Por qué conocerlo marca la diferencia
Cuando el lead time es una incógnita, la cadena de suministro se gestiona a ciegas. Los plazos se estiman por intuición, los retrasos se descubren cuando ya han ocurrido y las decisiones se toman reaccionando en lugar de anticipando.
Conocer el lead time con precisión permite lo contrario: planificar con margen real, detectar en qué fase del proceso se concentran los riesgos —documentación, aduanas, disponibilidad de transporte— y tomar decisiones informadas en cada envío.
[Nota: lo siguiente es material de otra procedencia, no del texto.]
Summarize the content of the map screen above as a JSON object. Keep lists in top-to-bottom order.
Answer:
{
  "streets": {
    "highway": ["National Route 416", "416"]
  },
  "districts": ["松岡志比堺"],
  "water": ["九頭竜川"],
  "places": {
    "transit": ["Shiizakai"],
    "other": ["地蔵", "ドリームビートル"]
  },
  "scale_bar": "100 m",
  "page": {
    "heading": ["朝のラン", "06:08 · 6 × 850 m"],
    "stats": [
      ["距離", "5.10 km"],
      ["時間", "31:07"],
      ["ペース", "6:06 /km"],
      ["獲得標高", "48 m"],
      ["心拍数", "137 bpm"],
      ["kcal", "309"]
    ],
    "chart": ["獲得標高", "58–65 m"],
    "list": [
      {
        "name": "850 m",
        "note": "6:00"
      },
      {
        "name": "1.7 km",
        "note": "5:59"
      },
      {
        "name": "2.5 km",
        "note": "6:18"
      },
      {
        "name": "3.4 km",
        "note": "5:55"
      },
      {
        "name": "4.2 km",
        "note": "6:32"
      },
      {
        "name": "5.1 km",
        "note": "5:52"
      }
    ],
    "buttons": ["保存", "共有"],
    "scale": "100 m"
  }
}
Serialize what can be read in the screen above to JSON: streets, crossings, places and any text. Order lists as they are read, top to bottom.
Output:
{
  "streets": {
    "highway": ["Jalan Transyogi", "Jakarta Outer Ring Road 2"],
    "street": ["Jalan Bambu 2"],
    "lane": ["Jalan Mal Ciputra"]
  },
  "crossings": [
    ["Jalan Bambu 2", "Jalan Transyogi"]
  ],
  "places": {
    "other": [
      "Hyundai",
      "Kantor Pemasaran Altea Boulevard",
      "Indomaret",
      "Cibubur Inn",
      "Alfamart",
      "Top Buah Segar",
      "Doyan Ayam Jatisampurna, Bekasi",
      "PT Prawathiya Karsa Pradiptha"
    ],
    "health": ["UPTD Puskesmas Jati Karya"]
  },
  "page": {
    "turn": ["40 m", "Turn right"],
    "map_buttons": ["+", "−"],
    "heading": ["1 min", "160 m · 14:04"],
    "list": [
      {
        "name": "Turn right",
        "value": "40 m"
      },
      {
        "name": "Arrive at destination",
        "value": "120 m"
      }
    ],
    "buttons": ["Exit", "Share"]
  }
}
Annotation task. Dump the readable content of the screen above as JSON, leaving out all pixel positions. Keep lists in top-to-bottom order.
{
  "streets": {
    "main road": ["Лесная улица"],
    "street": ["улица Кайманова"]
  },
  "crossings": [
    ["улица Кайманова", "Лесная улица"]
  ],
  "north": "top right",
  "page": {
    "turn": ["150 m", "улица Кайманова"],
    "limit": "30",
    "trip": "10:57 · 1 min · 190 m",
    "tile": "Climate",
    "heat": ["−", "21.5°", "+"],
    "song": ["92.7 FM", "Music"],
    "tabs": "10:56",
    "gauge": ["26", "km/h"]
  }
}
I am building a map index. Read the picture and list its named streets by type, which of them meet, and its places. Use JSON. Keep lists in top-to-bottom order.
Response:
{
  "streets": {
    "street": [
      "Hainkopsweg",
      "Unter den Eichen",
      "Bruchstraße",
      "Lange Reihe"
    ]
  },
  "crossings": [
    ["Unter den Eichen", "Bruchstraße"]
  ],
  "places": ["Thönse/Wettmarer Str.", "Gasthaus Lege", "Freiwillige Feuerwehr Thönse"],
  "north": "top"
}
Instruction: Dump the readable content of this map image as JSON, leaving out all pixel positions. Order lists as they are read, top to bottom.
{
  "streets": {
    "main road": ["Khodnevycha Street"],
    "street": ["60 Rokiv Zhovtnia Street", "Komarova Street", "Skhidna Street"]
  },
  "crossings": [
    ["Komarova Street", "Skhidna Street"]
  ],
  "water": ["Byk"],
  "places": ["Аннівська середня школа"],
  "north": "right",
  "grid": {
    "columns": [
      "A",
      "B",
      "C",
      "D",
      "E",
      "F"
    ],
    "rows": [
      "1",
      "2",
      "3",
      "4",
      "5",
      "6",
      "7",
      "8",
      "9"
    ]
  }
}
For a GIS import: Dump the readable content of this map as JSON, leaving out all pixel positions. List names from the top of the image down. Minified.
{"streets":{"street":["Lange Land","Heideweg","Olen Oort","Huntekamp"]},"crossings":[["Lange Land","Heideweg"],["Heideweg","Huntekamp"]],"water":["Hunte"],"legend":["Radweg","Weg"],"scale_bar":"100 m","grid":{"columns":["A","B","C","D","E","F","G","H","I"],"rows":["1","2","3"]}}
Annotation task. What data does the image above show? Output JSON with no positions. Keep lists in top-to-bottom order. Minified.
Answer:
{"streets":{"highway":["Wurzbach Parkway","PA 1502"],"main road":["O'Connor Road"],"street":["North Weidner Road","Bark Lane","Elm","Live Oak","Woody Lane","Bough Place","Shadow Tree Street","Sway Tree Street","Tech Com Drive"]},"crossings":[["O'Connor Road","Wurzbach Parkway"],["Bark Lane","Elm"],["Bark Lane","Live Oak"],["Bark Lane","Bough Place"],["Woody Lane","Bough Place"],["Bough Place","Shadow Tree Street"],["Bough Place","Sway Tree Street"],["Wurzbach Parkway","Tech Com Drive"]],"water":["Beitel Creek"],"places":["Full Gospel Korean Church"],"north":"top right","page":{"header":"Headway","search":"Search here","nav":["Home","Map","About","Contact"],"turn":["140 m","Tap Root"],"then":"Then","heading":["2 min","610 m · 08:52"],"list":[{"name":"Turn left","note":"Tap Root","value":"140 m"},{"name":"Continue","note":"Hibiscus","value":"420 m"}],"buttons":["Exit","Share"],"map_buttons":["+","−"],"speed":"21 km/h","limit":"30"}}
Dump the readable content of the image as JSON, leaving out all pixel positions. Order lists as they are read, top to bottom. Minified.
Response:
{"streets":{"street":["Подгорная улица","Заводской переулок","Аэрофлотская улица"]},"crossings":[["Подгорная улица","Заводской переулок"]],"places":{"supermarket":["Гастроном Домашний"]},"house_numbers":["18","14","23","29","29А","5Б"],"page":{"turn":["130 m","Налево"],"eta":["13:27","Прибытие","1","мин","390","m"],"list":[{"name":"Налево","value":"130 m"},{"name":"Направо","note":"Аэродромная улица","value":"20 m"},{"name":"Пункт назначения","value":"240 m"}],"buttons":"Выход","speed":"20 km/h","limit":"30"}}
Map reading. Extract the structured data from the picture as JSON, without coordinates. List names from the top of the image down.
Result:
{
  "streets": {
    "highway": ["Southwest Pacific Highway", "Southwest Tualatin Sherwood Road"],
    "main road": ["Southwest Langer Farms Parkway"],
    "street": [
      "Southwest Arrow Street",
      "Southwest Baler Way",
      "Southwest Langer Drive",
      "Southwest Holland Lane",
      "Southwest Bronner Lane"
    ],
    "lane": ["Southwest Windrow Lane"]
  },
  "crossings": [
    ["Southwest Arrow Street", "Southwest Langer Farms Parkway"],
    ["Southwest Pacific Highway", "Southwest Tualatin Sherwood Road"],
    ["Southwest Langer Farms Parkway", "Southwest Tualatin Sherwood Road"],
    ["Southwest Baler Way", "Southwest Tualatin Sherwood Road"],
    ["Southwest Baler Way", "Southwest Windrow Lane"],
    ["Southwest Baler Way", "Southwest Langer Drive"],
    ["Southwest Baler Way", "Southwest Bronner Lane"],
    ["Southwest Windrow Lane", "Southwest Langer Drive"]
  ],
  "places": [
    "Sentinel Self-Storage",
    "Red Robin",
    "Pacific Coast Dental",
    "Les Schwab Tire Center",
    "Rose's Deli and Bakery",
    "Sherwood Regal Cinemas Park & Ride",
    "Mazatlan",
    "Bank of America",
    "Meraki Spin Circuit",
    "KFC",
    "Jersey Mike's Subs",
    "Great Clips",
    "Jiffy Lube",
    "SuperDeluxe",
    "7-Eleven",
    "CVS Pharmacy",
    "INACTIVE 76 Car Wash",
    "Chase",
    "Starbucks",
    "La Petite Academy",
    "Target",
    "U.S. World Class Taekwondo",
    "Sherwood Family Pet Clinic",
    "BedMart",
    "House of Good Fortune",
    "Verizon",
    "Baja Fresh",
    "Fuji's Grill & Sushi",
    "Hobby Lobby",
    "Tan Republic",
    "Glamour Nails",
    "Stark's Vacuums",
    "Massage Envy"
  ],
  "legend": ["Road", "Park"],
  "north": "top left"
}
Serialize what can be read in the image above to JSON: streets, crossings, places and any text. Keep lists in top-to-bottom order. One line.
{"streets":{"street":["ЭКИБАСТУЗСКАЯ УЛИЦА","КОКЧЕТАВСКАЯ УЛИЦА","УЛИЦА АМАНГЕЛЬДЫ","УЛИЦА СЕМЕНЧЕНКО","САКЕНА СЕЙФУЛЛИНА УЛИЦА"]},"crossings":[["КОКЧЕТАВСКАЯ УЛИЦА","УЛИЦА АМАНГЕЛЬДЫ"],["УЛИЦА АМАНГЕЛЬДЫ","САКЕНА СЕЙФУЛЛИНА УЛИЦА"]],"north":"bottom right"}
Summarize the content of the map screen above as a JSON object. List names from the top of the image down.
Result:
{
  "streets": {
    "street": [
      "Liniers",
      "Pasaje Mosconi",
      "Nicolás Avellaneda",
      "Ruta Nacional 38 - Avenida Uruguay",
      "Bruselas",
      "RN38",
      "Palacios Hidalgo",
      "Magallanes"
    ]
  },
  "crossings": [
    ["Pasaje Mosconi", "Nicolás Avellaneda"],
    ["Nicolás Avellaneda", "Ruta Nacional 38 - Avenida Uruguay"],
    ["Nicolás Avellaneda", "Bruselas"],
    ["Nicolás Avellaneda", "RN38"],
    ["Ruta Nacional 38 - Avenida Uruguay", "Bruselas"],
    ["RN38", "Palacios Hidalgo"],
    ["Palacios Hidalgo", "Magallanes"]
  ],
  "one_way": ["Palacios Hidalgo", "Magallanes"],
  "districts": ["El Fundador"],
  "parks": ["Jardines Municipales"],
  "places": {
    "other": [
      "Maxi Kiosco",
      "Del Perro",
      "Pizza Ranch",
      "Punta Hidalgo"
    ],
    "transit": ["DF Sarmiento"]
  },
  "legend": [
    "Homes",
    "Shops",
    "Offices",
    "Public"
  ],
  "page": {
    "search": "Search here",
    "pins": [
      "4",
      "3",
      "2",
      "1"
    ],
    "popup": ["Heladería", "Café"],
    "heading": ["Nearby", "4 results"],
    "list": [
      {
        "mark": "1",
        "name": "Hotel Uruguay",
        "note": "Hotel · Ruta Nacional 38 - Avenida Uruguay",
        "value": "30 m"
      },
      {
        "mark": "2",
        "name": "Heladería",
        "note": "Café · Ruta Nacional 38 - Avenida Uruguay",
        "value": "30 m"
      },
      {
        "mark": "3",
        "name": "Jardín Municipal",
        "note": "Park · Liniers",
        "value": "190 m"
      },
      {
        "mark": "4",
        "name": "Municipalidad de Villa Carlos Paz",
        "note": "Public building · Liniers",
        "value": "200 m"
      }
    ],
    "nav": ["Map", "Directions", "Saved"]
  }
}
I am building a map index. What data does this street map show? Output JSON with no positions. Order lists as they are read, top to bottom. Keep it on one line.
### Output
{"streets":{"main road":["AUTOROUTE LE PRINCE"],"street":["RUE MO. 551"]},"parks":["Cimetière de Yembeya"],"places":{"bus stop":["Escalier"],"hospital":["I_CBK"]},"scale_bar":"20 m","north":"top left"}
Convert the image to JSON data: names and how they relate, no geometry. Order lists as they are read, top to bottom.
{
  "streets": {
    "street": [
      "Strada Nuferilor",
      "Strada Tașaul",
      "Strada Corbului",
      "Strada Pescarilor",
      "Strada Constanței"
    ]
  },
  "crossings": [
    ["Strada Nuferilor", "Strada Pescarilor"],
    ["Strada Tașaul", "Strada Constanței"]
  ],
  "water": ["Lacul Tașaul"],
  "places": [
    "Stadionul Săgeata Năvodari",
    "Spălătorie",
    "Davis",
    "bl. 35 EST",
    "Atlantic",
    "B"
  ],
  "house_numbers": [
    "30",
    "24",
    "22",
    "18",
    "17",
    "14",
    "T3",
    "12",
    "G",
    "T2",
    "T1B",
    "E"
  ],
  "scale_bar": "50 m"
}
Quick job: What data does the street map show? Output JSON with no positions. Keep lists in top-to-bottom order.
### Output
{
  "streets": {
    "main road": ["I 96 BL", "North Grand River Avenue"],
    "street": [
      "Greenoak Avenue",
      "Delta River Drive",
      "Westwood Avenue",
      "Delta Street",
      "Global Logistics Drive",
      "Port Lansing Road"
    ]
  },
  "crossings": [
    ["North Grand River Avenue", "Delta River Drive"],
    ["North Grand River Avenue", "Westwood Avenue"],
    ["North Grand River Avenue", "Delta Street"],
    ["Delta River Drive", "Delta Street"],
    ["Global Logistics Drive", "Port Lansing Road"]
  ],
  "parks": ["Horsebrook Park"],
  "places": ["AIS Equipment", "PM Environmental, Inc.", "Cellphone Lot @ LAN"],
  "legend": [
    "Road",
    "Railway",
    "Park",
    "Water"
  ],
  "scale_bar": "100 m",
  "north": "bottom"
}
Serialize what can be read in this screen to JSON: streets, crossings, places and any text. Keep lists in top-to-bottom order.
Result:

No es lo mismo saber que una mercancía «tardará unas semanas» que saber, operación a operación, cuánto tiempo consume cada fase y dónde está el margen de mejora.
Además, el lead time no es un dato fijo. Varía según el modo de transporte, la ruta, el país de origen y destino, la temporada o la complejidad documental de cada operación. Por eso no basta con calcularlo una vez: hay que hacer seguimiento de cada operación para afinarlo y ajustar la planificación a la realidad de cada cliente y cada mercancía.
Cómo lo trabajamos en AFTrans
En AFTrans coordinamos cada fase del proceso para que el lead time no dependa del azar. Esto significa gestionar de forma integrada el transporte, la documentación, los trámites aduaneros y el seguimiento de cada envío, de manera que cada operación avance con control y previsión desde el primer día.
Esa coordinación es la que permite reducir los tiempos muertos entre fases: que la documentación esté lista antes de que la mercancía llegue a aduanas, que el despacho aduanero no frene un tránsito que ya está en marcha, que el seguimiento en tiempo real permita reaccionar ante cualquier imprevisto sin que se traduzca en un retraso para el cliente final.
Porque en logística, el tiempo no solo se mide: se gestiona. Y gestionarlo bien es lo que marca la diferencia entre una cadena de suministro que funciona con previsión y una que va siempre un paso por detrás.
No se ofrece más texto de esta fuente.